═════ Records shown

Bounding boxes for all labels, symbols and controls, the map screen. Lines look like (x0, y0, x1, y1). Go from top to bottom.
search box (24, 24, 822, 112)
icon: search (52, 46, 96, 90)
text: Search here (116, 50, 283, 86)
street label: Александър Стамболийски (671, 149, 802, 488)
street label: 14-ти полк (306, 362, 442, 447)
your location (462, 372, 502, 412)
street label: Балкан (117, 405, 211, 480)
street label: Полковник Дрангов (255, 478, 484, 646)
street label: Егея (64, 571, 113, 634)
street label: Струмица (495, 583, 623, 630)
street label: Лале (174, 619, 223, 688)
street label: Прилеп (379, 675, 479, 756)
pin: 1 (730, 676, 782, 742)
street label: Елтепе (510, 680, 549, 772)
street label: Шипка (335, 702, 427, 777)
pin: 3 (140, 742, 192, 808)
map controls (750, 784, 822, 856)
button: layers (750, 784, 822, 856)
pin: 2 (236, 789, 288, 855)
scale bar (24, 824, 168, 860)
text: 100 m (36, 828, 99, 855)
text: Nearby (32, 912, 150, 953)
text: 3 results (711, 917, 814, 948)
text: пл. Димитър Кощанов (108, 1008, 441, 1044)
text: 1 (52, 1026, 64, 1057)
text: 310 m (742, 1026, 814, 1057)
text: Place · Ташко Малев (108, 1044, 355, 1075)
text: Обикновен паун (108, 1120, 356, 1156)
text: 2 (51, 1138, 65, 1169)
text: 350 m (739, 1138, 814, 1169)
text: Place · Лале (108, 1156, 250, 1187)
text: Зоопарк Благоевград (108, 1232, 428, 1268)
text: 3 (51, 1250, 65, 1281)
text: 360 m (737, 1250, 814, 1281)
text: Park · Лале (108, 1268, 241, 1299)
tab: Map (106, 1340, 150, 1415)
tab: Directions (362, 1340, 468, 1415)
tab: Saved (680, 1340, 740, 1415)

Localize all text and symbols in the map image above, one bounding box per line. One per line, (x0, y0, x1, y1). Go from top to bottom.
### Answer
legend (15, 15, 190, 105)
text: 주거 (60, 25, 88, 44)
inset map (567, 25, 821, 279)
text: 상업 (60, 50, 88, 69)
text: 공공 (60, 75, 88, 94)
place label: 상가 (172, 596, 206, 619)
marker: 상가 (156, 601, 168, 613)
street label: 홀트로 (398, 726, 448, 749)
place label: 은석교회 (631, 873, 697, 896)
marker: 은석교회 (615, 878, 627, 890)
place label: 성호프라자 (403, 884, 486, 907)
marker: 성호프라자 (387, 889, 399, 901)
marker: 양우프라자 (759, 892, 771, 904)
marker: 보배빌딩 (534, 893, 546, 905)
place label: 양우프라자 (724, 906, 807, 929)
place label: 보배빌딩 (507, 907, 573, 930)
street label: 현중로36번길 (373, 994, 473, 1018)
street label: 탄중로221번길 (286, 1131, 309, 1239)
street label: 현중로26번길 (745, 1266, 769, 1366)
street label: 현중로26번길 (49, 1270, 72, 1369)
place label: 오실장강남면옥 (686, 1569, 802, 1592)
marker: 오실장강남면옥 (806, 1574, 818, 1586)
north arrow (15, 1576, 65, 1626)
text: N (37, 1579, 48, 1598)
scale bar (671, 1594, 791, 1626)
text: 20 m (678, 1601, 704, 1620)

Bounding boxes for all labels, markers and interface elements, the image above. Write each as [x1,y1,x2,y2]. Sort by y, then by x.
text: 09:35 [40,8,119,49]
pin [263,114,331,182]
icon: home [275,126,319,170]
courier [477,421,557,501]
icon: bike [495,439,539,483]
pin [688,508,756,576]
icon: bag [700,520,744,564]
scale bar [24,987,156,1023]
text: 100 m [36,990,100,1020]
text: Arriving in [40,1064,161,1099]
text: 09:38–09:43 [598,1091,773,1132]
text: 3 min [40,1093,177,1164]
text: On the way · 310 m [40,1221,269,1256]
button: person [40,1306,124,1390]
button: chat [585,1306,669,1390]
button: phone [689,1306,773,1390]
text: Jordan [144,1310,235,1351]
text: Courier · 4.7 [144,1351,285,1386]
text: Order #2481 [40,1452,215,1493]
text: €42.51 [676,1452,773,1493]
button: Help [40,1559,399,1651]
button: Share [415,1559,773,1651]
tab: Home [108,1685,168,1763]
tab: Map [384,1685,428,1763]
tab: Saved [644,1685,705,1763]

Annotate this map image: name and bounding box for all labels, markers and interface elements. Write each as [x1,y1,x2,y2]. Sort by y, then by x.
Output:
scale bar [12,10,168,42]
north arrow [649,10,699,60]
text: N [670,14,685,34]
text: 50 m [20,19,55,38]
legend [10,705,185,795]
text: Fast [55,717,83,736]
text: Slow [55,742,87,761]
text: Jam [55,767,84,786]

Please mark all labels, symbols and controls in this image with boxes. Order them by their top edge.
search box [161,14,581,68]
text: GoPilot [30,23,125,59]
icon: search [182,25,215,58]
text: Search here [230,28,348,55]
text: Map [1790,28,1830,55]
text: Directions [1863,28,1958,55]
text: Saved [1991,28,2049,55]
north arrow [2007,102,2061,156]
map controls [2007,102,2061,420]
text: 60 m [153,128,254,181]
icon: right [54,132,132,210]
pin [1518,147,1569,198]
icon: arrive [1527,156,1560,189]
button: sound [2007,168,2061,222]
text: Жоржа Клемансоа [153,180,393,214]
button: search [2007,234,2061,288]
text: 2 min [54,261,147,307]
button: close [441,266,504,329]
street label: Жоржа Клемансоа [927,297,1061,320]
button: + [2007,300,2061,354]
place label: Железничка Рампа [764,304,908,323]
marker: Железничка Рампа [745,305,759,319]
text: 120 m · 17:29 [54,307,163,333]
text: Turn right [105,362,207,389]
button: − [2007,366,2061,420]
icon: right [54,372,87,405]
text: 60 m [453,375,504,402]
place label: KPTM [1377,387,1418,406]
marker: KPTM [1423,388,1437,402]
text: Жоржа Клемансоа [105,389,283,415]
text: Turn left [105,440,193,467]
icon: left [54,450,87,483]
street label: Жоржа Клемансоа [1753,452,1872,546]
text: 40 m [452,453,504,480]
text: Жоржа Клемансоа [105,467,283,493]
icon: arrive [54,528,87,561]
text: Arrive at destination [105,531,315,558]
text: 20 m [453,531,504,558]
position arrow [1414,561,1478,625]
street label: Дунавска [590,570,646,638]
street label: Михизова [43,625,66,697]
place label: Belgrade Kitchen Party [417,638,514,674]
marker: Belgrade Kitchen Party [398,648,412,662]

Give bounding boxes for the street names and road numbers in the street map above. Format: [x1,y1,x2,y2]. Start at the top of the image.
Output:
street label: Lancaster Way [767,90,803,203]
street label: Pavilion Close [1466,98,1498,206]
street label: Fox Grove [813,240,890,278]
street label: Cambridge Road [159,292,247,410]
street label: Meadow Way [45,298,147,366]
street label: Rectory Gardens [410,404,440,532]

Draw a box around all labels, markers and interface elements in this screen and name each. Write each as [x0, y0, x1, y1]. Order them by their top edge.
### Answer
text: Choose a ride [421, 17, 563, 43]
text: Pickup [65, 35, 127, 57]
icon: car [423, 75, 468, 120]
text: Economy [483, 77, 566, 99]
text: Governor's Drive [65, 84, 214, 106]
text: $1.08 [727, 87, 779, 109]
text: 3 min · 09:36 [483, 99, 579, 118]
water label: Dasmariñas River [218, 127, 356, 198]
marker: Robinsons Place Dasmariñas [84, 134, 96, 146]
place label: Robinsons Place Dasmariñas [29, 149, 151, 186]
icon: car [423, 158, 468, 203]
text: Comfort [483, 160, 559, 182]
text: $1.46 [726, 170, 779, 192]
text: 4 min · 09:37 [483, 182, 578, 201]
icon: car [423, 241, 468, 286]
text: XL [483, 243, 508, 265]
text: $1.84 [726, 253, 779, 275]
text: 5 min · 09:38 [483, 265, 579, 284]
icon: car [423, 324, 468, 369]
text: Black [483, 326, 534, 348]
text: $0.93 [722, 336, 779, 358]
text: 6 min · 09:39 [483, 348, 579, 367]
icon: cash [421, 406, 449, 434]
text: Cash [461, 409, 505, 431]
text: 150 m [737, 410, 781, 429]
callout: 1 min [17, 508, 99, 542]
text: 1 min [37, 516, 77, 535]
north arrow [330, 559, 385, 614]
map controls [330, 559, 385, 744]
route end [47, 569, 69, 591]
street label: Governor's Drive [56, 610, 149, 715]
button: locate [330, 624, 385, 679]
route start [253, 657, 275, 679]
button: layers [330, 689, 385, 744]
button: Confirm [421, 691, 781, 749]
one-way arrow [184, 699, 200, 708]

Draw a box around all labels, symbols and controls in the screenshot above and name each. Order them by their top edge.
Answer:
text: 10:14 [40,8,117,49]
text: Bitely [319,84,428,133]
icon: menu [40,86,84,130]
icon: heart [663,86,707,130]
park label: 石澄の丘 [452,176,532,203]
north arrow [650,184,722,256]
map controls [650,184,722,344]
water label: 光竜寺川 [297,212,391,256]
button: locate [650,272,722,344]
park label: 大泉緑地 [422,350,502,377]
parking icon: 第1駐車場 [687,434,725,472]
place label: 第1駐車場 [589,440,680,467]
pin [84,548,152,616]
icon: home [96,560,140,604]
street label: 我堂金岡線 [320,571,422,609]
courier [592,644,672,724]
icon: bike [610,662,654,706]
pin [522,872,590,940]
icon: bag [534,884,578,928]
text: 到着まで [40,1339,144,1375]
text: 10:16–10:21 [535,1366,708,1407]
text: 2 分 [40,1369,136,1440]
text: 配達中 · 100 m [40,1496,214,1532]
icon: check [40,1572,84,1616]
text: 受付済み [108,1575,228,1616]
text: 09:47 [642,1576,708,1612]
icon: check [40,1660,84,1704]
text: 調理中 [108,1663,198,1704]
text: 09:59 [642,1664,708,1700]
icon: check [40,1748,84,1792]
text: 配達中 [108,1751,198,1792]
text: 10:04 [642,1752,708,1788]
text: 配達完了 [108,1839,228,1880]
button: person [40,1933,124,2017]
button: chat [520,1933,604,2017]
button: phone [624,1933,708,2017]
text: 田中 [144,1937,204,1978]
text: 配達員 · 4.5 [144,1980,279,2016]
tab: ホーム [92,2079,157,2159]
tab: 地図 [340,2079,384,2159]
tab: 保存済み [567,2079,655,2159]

══════════

Exercise instructions |
Exactly as they stand, set down the lines from the top of the data through the line with "Localize all text".

Solution to this exercise |
Bounding boxes for all labels, symbols and controls, the map screen. Lines look like (x0, y0, x1, y1). Go from top to bottom.
search box (24, 24, 822, 112)
icon: search (52, 46, 96, 90)
text: Search here (116, 50, 283, 86)
street label: Александър Стамболийски (671, 149, 802, 488)
street label: 14-ти полк (306, 362, 442, 447)
your location (462, 372, 502, 412)
street label: Балкан (117, 405, 211, 480)
street label: Полковник Дрангов (255, 478, 484, 646)
street label: Егея (64, 571, 113, 634)
street label: Струмица (495, 583, 623, 630)
street label: Лале (174, 619, 223, 688)
street label: Прилеп (379, 675, 479, 756)
pin: 1 (730, 676, 782, 742)
street label: Елтепе (510, 680, 549, 772)
street label: Шипка (335, 702, 427, 777)
pin: 3 (140, 742, 192, 808)
map controls (750, 784, 822, 856)
button: layers (750, 784, 822, 856)
pin: 2 (236, 789, 288, 855)
scale bar (24, 824, 168, 860)
text: 100 m (36, 828, 99, 855)
text: Nearby (32, 912, 150, 953)
text: 3 results (711, 917, 814, 948)
text: пл. Димитър Кощанов (108, 1008, 441, 1044)
text: 1 (52, 1026, 64, 1057)
text: 310 m (742, 1026, 814, 1057)
text: Place · Ташко Малев (108, 1044, 355, 1075)
text: Обикновен паун (108, 1120, 356, 1156)
text: 2 (51, 1138, 65, 1169)
text: 350 m (739, 1138, 814, 1169)
text: Place · Лале (108, 1156, 250, 1187)
text: Зоопарк Благоевград (108, 1232, 428, 1268)
text: 3 (51, 1250, 65, 1281)
text: 360 m (737, 1250, 814, 1281)
text: Park · Лале (108, 1268, 241, 1299)
tab: Map (106, 1340, 150, 1415)
tab: Directions (362, 1340, 468, 1415)
tab: Saved (680, 1340, 740, 1415)

Localize all text and symbols in the map image above, one bounding box per line. One per line, (x0, y0, x1, y1). Go from top to bottom.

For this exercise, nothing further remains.